SimpleElasticAgent 主要是提供给了初始化和总体运行方式,但是遗留了一些抽象函数没有被实现,比如_start_workers_stop_workers_monitor_workers_shutdown。LocalElasticAgent 就补齐了这些函数。

class LocalElasticAgent(SimpleElasticAgent):
    """
    An implementation of :py:class:`torchelastic.agent.server.ElasticAgent`
    that handles host-local workers.
    This agent is deployed per host and is configured to spawn ``n`` workers.
    When using GPUs, ``n`` maps to the number of GPUs available on the host.

    The local agent does not communicate to other local agents deployed on
    other hosts, even if the workers may communicate inter-host. The worker id
    is interpreted to be a local process. The agent starts and stops all worker
    processes as a single unit.


    The worker function and argument passed to the worker function must be
    python multiprocessing compatible. To pass multiprocessing data structures
    to the workers you may create the data structure in the same multiprocessing
    context as the specified ``start_method`` and pass it as a function argument.

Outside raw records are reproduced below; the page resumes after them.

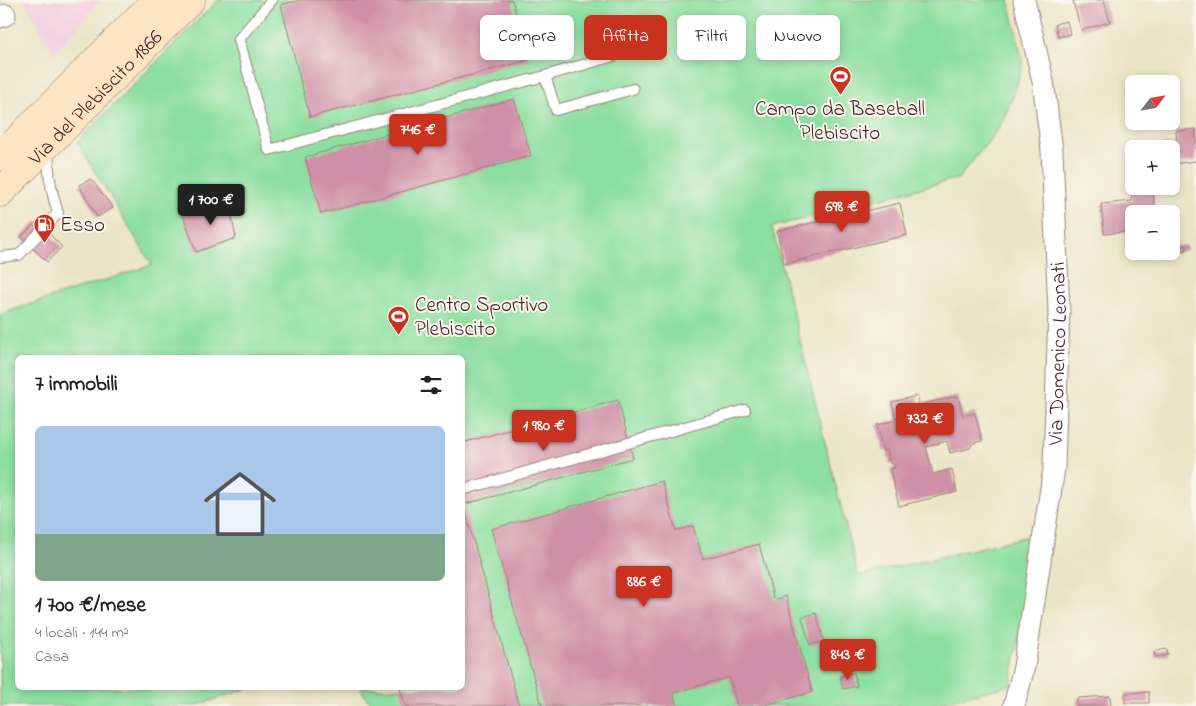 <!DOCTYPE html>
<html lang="it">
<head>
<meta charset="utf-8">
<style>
	:root { --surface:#fff; --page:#f2f2f2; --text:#202124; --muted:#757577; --line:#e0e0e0; --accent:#c8321e }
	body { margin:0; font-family:"Indie Flower",sans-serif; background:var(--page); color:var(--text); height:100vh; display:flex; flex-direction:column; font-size:19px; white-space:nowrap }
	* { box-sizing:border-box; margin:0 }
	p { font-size:16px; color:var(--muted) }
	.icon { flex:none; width:28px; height:28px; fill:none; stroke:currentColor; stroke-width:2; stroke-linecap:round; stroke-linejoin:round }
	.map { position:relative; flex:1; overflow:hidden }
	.panel { position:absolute; left:15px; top:355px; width:450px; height:335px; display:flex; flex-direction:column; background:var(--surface); border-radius:8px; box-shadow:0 2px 8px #0003 }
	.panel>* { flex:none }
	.guide { position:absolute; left:480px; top:15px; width:475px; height:45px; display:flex; gap:10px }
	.needle { width:32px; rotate:59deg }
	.fabs { position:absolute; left:1125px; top:75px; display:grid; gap:10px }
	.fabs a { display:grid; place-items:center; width:55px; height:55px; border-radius:8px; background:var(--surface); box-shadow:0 2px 8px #0003; font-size:25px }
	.price { position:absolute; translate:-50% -42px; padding:0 11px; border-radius:5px; background:var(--accent); color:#fff; font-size:16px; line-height:32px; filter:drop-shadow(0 1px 2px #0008) }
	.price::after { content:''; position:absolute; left:50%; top:30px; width:15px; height:11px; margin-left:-8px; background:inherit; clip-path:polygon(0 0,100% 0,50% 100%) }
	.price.on { background:#222; color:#fff }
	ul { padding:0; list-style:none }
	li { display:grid; align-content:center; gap:10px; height:265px; padding:0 20px }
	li+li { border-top:1px solid var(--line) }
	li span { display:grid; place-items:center; height:155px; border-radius:8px; color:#555 }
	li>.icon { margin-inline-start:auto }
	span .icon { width:90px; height:90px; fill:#fffc; stroke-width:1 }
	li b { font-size:21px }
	h2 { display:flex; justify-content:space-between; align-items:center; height:60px; padding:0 20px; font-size:21px }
	.tag { padding:0 18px; border-radius:8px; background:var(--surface); box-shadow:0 2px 8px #0003; font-size:18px; line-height:45px }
	.tag.on { background:var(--accent); color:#fff }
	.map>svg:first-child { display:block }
</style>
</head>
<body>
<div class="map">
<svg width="1196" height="706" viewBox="0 0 1196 706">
	<rect width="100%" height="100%" fill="#fbf7ec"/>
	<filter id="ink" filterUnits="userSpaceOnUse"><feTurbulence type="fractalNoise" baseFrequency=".02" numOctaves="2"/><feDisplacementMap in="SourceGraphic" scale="10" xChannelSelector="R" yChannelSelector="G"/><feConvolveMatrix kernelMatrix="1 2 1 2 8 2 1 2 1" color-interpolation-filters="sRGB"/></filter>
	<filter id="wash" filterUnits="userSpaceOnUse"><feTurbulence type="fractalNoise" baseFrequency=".0096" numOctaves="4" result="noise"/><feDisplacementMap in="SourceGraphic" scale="20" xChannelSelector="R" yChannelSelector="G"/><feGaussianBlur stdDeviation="1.12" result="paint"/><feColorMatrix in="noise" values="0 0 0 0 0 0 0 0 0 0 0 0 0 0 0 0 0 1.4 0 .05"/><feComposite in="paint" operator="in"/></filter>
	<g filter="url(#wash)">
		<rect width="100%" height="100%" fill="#ebe5c7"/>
		<path fill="#f3cfdf" d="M24,0H101L54,54Z"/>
		<path fill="#8cdfa0" stroke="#6b7f66" d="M218,0H1009L1023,63L1014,95L999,128L959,178L772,227L858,576L1038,534L1011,685L925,706H372L360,688H462V358H18V688H248L196,706H0V314L152,265L77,142Z"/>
		<g id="blocks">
			<g fill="#cf8fa6">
				<path d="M299,0H512L529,60L310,117L281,5Z"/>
				<path d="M1077,0H1104L1110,22L1081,30L1073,1Z"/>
				<path d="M1067,21L1070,34L1058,37L1055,24Z"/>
				<path d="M514,99L531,156L321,214L305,157Z"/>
				<path d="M1196,129V161L1171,164V149H1147V147L1177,143L1176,131Z"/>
				<path d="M91,179L113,208L97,217L79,185Z"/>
				<path d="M1153,189L1155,214H1134V231L1104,234L1101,204L1132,201L1131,191Z"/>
				<path d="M228,200L236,238L196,252L183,215Z"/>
				<path d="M900,203L907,235L784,264L777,231Z"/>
				<path d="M37,221L62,247L47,262L21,237Z"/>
				<path d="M1178,245V246L1186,245L1187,250L1167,255L1166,251H1171V246Z"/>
				<path d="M917,396L919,405L958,396L963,416L975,413L982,441L973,443L970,448L950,453L947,441L926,447L933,474L952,469L957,492L899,506L890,469L895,468L893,463L890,464L887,450L883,451L877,425L896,420L892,402Z"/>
				<path d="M618,400L633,458L462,505V443Z"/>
				<path d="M662,481L676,531L693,526L703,559L759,544L774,600L786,596L812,692L762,706H737L729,677L673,693L677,706H542L491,529Z"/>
				<path d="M465,510L519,706H405L400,688H462V511Z"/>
				<path d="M816,613L824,641L810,645L802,617Z"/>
				<path d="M1167,649L1168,655L1155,657L1154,651Z"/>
				<path d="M854,673L857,686L843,689L840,676Z"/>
				<path d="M1149,692V703H1125V693Z"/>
				<path d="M1110,696L1111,706H1077V698Z"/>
			</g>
		</g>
	</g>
	<g filter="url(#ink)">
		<use href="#blocks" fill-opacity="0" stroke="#9a8279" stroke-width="1"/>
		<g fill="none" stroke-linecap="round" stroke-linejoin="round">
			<defs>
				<g id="lane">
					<path d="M272,0L239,39L269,150L545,76L556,110L633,89"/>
					<path d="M545,76L627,52"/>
					<path d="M0,257L19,255L58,213C52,193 47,173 49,152"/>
					<path d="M462,490L745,410"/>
				</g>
				<g id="street">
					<path d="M0,17L5,15"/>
					<path id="s1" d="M1014,706L1024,667L1054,468L1059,311L1052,151L1043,81L1024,0"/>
				</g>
				<g id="secondary">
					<path d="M0,157L156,0"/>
					<path id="s2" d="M0,193L191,0"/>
				</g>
			</defs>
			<use href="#lane" stroke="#9a8279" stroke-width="12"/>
			<use href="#street" stroke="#9a8279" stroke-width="23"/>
			<use href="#secondary" stroke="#9a8279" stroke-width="29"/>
			<use href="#lane" stroke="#fff" stroke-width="10"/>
			<use href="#street" stroke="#fff" stroke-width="21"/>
			<use href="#secondary" stroke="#fde5c4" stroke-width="28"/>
		</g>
	</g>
	<defs>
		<symbol id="stadium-pin" viewBox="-11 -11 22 30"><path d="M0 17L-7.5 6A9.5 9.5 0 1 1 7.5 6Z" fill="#c8321e" stroke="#fbf7ec"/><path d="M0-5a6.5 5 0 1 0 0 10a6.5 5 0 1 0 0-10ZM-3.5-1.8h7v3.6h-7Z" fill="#fff"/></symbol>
		<symbol id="fuel-pin" viewBox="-11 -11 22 30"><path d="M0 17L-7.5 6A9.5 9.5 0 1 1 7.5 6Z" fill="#c8321e" stroke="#fbf7ec"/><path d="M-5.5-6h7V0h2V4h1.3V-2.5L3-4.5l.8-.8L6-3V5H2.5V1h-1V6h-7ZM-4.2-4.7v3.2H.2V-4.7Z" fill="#fff"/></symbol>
	</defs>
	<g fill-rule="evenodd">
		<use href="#stadium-pin" x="828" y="64" width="25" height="34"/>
		<use href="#fuel-pin" x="32" y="212" width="25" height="34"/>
		<use href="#stadium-pin" x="386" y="304" width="25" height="34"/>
	</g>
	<g text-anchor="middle" stroke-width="4" stroke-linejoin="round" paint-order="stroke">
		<g font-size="21" fill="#4a1f2b" stroke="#fbf7ec">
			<text dy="7" stroke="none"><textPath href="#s2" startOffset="135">Via del Plebiscito 1866</textPath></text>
			<text dy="7" stroke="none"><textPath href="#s1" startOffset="356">Via Domenico Leonati</textPath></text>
		</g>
		<g font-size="21" fill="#4a1f2b" stroke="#fbf7ec" text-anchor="start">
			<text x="840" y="115" text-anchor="middle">Campo da Baseball<tspan x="840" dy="24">Plebiscito</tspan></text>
			<text x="60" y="231">Esso</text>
			<text x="415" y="311">Centro Sportivo<tspan x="415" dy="24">Plebiscito</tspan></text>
		</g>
	</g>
</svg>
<div class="fabs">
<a><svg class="needle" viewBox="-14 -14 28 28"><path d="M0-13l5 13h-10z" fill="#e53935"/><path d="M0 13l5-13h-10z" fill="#757577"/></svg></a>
<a>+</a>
<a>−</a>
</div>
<b class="price" style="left:418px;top:156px">746 €</b>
<b class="price on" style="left:211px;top:226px">1 700 €</b>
<b class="price" style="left:842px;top:233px">698 €</b>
<b class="price" style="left:925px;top:445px">732 €</b>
<b class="price" style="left:544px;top:452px">1 980 €</b>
<b class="price" style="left:644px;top:608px">886 €</b>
<b class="price" style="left:848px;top:681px">843 €</b>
<div class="guide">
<a class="tag">Compra</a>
<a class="tag on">Affitta</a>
<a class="tag">Filtri</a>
<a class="tag">Nuovo</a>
</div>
<section class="panel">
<h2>7 immobili<svg class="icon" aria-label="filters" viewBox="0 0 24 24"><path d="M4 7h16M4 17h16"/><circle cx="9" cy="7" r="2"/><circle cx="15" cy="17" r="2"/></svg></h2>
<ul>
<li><span style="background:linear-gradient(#a9c7e8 70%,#7fa58c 0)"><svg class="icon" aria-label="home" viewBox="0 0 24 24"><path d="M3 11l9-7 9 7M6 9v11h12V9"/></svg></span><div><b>1 700 €/mese</b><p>4 locali · 144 m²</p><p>Casa</p></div></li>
</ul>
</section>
</div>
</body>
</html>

    The ``exit_barrier_timeout`` specifies the amount of time (in seconds) to wait
    for other agents to finish. This acts as a safety net to handle cases where
    workers finish at different times, to prevent agents from viewing workers
    that finished early as a scale-down event. It is strongly advised that the
    user code deal with ensuring that workers are terminated in a synchronous
    manner rather than relying on the exit_barrier_timeout.
    """

    def __init__(
        self,
        spec: WorkerSpec,
        start_method="spawn",
        exit_barrier_timeout: float = 300,
        log_dir: Optional[str] = None,
    ):
        super().__init__(spec, exit_barrier_timeout)
        self._start_method = start_method
        self._pcontext: Optional[PContext] = None
        rdzv_run_id = spec.rdzv_handler.get_run_id()
        self._log_dir = self._make_log_dir(log_dir, rdzv_run_id)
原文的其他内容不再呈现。